AIM OF THE EXERCISE: Please write out the lines of the data exactly, beginning with the first and ending with the line containing "0 #55473a) drop-shadow(-2px"; leave the pictures behind.

• • • • • • •

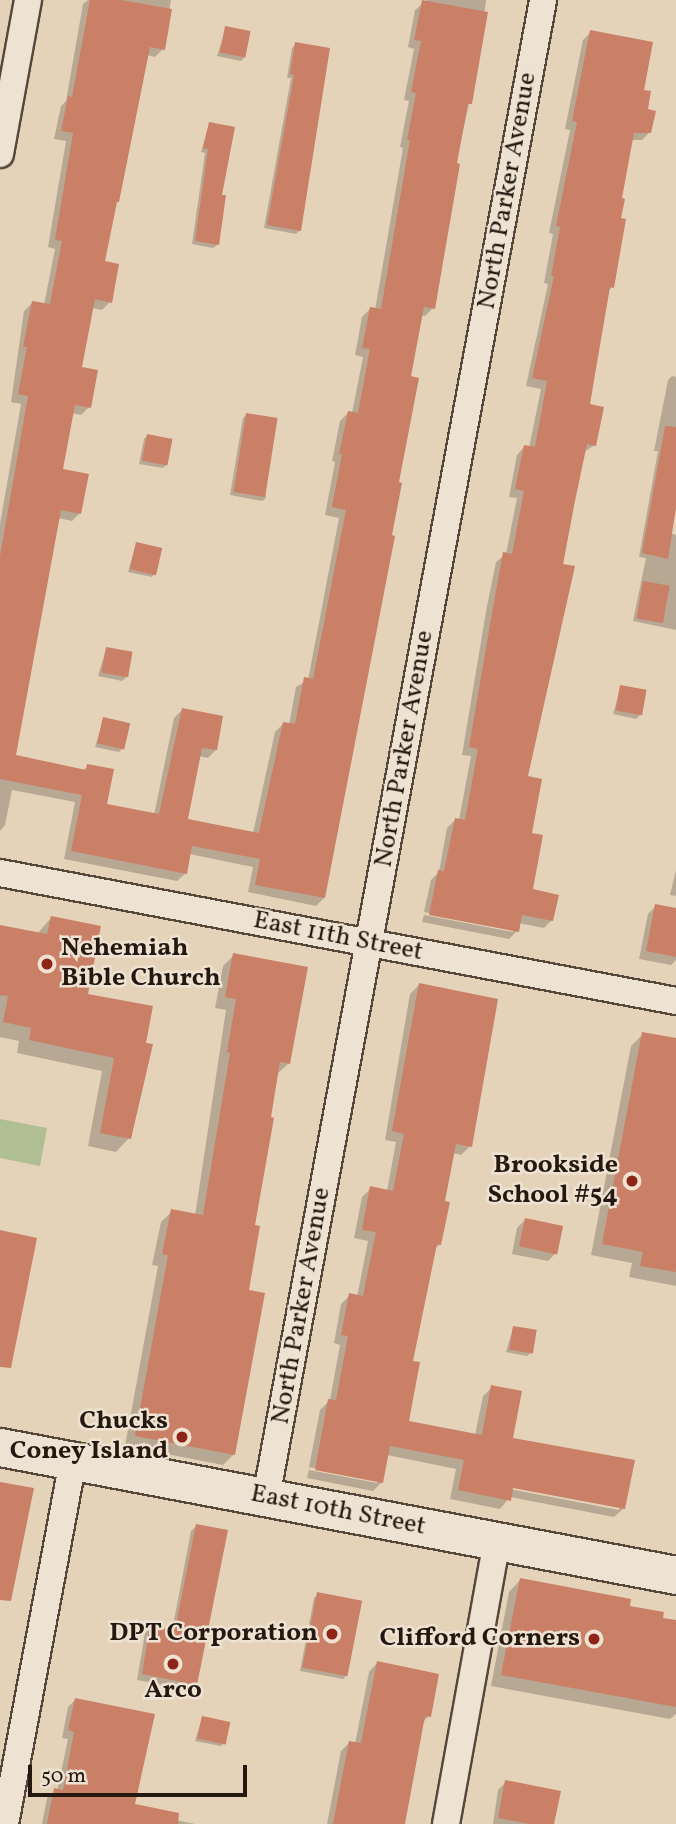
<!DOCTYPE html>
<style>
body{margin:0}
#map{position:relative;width:676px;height:1824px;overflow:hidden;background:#e5d3b9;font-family:Vollkorn,serif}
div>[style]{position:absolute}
.green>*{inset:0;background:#b0be93}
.shadow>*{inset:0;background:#0003}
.building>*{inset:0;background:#ca7f67;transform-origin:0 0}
.roads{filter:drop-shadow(2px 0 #55473a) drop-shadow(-2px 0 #55473a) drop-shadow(0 2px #55473a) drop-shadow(0 -2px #55473a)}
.minor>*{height:26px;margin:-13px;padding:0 13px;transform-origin:13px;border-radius:13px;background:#eee2d2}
.secondary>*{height:37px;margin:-18.5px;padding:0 18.5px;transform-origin:18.5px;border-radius:18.5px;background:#eee2d2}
.dots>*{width:19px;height:19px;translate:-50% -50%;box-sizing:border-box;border:4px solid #eee2d2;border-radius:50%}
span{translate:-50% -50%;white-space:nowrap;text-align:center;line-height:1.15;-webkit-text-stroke:5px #eee2d2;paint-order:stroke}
.street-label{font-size:26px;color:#251810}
.poi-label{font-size:26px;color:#251810;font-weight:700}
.left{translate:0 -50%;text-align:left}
.right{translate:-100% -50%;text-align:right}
.scale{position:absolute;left:28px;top:1765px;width:219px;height:32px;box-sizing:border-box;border:4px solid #251810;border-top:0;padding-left:9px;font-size:21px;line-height:24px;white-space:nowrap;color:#251810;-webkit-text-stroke:5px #eee2d2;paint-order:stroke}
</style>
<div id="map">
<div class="green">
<i style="clip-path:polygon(0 1119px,47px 1128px,40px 1166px,0 1158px)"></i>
</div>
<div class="shadow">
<i style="clip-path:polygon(88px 0,171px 0,163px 49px,155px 57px,147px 55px,103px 262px,110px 302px,102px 310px,92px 308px,80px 369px,89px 407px,81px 415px,71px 413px,61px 470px,80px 513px,72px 521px,58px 518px,14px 756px,82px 771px,88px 766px,105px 806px,154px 815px,174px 718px,182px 710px,216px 750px,208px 758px,199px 756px,186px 820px,253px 833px,275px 732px,283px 724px,289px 725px,296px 687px,308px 680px,339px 518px,325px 515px,335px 462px,332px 461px,340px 421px,348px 413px,352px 413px,363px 357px,355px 355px,362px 317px,370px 309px,375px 310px,403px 148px,400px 147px,409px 101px,404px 100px,414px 49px,408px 47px,415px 10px,427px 0,486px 0,479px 60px,455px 165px,433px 308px,425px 316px,421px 315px,324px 898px,316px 906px,248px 892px,253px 867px,189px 854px,185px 874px,177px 881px,64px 859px,75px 802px,12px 790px,5px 825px,0 831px,0 524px,21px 404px,11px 402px,24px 311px,32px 303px,44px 305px,55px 249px,48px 247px,66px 141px,54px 139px,61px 106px,66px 101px,83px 4px)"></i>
<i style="clip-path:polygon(226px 28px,245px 57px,241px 61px,217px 56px)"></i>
<i style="clip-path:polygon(591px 32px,642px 91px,650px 132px,642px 140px,631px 140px,620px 200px,612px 287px,607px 292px,588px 405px,595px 445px,584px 452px,574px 501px,526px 778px,531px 891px,552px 920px,544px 928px,518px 923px,517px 931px,509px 939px,422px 922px,424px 915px,513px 932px,513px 929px,424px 912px,431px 880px,439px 872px,447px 828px,455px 820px,459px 820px,471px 756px,462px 755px,487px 606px,496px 562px,506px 554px,517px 498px,509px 497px,517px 455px,524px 447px,529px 448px,541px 389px,526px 386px,548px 284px,544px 283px,553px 234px,549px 233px,570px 130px,565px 129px,583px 40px)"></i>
<i style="clip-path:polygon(296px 44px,300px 230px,296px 234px,264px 228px,291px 78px,287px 78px,292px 48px)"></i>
<i style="clip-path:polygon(209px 124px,220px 196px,217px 245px,213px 248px,192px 244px,205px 153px,201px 152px)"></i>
<i style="clip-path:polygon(672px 376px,676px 377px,676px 499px,669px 533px,676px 535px,676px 630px,633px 621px,646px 558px,639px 557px,658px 451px,654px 451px,668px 380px)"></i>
<i style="clip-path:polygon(246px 415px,266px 498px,262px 501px,230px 495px,243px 418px)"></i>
<i style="clip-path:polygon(147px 436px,167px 464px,163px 468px,139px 464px,144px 439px)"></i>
<i style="clip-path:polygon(136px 544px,155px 573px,152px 577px,128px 572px)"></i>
<i style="clip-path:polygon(106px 649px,126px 678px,122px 681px,98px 676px)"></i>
<i style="clip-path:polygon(621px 686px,640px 715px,636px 719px,613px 714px)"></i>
<i style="clip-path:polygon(104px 719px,123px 748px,119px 752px,95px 747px)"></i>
<i style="clip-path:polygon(676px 870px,676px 896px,670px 895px)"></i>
<i style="clip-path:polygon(656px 906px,676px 910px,676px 960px,671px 965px,639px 959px,648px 914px)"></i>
<i style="clip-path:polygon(51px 918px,86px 995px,151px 1008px,129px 1138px,116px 1152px,88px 1146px,102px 1071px,17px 1053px,19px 1041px,0 1037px,0 926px,37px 934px)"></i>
<i style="clip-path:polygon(234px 955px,289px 1063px,277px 1074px,253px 1227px,234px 1454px,223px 1465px,125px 1446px,158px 1266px,152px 1265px,161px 1222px,172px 1211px,195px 1216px,226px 1010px,215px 1008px,223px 966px)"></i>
<i style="clip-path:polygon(evenodd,419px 985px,470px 1146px,461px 1155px,453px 1153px,443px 1203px,440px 1244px,434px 1250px,411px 1362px,407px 1423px,475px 1435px,483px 1396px,492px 1387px,511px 1439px,623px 1509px,614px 1517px,510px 1497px,500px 1509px,450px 1499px,456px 1469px,387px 1455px,382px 1482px,373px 1491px,307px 1478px,309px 1470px,377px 1483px,377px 1480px,309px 1467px,320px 1410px,330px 1400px,340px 1345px,334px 1343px,341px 1304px,350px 1295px,357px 1297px,368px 1241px,354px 1238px,362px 1197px,371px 1188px,387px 1191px,396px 1142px,385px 1140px,410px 994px,419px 985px,505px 1484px,619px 1507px,619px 1510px,504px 1488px,505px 1484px)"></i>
<i style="clip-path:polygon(643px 1034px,676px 1040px,676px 1286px,629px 1277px,632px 1263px,591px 1255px,631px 1046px)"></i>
<i style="clip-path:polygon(525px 1220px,556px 1253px,548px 1261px,512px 1254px,517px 1228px)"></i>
<i style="clip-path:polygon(513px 1328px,531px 1353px,527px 1356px,506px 1352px)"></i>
<i style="clip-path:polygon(197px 1525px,195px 1684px,189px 1690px,137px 1680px,145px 1633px,151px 1627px,172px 1631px,191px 1531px)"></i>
<i style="clip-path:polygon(520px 1580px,676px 1622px,676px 1714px,670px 1719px,491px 1686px,509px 1592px)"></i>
<i style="clip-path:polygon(318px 1594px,346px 1676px,343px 1679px,300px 1671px,314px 1598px)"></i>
<i style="clip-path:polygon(377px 1663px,429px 1716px,421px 1724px,402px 1824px,327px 1824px,341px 1751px,349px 1743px,355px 1744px,369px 1672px)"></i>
<i style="clip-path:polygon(75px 1700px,136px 1812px,195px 1824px,42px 1824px,47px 1798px,57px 1791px,68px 1739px,62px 1738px,68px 1707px)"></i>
<i style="clip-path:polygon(202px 1718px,224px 1743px,221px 1746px,195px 1741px)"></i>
<i style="clip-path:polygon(506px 1782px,553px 1824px,493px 1824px,498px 1790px)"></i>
</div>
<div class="building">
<i style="clip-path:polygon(90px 0,121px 0,172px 9px,165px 50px,150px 47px,119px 202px,117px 202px,105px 261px,119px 264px,112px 303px,95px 299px,82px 367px,98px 370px,91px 408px,75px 405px,63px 469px,89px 474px,81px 514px,61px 510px,16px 755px,86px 770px,87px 764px,114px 769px,107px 804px,159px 814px,182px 708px,223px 716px,217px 750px,202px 748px,188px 819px,259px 833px,283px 722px,295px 724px,304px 677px,313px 679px,346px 510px,332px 507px,342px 454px,339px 454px,348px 411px,358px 413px,370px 349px,362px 348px,370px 307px,381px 309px,410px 140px,407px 140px,416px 93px,411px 92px,421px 41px,414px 40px,422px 0,488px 12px,472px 104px,468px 104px,457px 163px,460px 164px,435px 309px,424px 307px,411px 376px,419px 378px,399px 482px,402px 483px,392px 535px,395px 536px,325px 898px,255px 885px,260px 859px,192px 846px,187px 874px,71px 851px,82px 795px,0 779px,0 556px,28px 396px,18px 394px,27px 347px,23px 347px,32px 301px,50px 304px,62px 241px,55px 240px,73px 133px,61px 131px,68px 96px,72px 97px)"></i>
<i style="left:225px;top:26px;width:26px;height:27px;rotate:11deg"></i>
<i style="clip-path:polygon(590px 30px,653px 42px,644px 90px,651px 91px,648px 109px,656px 111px,651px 133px,634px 133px,622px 198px,625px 199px,621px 218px,626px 219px,614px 288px,610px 287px,590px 404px,604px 407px,596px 446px,587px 444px,575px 501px,563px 564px,575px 566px,528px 776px,542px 779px,532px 833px,543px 835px,533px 889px,559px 895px,553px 921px,522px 915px,519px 932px,429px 915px,438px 870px,444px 871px,455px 818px,465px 820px,478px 749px,469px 747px,495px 596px,503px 552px,512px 554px,524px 491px,515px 489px,524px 445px,535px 447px,547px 381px,532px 378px,554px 276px,551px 276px,560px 227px,556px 226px,577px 122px,572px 121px)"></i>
<i style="clip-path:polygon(295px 42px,330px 48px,301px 231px,267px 225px,294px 75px,290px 74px)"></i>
<i style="clip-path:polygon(209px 122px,235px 127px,222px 195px,226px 195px,219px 245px,195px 241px,208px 149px,203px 148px)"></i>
<i style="left:246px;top:413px;width:32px;height:80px;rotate:9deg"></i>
<i style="clip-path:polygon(665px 426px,676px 427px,676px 508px,668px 559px,642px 553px)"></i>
<i style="left:147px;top:434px;width:26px;height:27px;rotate:11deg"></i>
<i style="left:136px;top:542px;width:27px;height:28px;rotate:13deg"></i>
<i style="left:643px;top:581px;width:27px;height:38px;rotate:10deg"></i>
<i style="left:106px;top:647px;width:27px;height:26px;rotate:10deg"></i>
<i style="left:620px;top:685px;width:27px;height:26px;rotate:10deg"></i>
<i style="left:103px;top:717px;width:28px;height:27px;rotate:13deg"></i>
<i style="clip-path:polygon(655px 904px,676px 908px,676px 957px,646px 951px)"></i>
<i style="clip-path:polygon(51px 916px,101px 926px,88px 994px,153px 1006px,146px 1043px,153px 1044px,131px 1139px,100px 1133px,114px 1058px,29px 1040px,31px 1028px,3px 1022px,8px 996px,0 995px,0 925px,47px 934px)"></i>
<i style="clip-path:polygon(233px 953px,308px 967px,290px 1064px,280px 1062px,271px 1117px,274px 1118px,255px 1225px,260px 1226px,249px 1290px,265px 1293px,235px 1455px,135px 1436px,168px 1255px,162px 1254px,171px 1209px,203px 1215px,230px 1053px,227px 1052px,236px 999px,225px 997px)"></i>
<i style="clip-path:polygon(419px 983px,498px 999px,472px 1147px,456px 1144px,445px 1201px,450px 1202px,441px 1245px,437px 1244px,413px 1361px,420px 1362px,409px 1421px,482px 1435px,491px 1385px,522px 1391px,513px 1438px,635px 1460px,625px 1509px,513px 1488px,511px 1501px,458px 1490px,464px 1460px,390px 1446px,383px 1483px,315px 1470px,328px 1399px,336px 1400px,348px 1336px,341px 1335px,349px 1293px,363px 1296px,376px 1232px,362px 1230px,370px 1186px,393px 1191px,404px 1134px,392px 1131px)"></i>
<i style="clip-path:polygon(642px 1032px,676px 1038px,676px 1272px,640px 1266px,643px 1252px,602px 1244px)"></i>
<i style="left:525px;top:1218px;width:39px;height:29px;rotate:12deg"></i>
<i style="clip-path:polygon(0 1230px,37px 1238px,11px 1368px,0 1367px)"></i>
<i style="left:513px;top:1326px;width:24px;height:24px;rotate:9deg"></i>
<i style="clip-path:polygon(0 1482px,34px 1488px,11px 1601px,0 1600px)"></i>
<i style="clip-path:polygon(196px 1524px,228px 1530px,197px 1685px,142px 1674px,150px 1625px,175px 1630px)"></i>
<i style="clip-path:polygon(520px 1578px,631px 1599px,630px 1606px,664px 1612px,663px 1618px,676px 1620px,676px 1707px,501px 1675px)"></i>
<i style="left:317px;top:1592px;width:46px;height:77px;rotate:11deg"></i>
<i style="clip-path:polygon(377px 1661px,439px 1674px,431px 1717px,425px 1716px,405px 1824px,333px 1824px,349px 1741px,361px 1743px)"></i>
<i style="clip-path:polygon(75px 1698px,155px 1714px,135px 1804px,179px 1813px,178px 1824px,47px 1824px,54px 1788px,63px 1790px,74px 1732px,68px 1730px)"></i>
<i style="left:202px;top:1716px;width:29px;height:23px;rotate:12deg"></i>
<i style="clip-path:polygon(505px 1780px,561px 1791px,554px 1824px,530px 1824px,498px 1818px)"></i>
</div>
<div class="roads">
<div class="minor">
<i style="left:0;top:154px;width:157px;rotate:-79.7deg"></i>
<i style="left:0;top:873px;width:688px;rotate:10.72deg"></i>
<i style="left:266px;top:1498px;width:1523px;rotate:-79.52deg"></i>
<i style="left:5px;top:1824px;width:368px;rotate:-79.4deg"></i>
<i style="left:446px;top:1824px;width:288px;rotate:-79.8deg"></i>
</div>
<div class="secondary">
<i style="left:0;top:1447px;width:688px;rotate:10.72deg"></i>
</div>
</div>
<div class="dots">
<i style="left:47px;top:964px;background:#8f2418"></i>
<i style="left:632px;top:1181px;background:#8f2418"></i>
<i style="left:182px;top:1437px;background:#8f2418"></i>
<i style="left:332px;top:1634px;background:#8f2418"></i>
<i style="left:594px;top:1639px;background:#8f2418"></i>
<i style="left:173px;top:1664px;background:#8f2418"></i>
</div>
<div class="street-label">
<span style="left:508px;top:191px;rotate:-80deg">North Parker Avenue</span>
<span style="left:405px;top:749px;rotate:-80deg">North Parker Avenue</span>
<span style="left:338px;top:937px;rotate:11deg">East 11th Street</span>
<span style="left:302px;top:1306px;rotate:-80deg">North Parker Avenue</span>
<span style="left:338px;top:1511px;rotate:11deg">East 10th Street</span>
</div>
<div class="poi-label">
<span class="left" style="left:61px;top:964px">Nehemiah<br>Bible Church</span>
<span class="right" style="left:618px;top:1181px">Brookside<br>School #54</span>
<span class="right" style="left:168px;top:1437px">Chucks<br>Coney Island</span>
<span class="right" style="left:318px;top:1634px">DPT Corporation</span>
<span class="right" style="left:580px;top:1639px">Clifford Corners</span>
<span style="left:173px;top:1691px">Arco</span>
</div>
<div class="scale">50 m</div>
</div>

• • • • • • •

YOUR RESPONSE:
<!DOCTYPE html>
<style>
body{margin:0}
#map{position:relative;width:676px;height:1824px;overflow:hidden;background:#e5d3b9;font-family:Vollkorn,serif}
div>[style]{position:absolute}
.green>*{inset:0;background:#b0be93}
.shadow>*{inset:0;background:#0003}
.building>*{inset:0;background:#ca7f67;transform-origin:0 0}
.roads{filter:drop-shadow(2px 0 #55473a) drop-shadow(-2px 0 #55473a) drop-shadow(0 2px #55473a) drop-shadow(0 -2px #55473a)}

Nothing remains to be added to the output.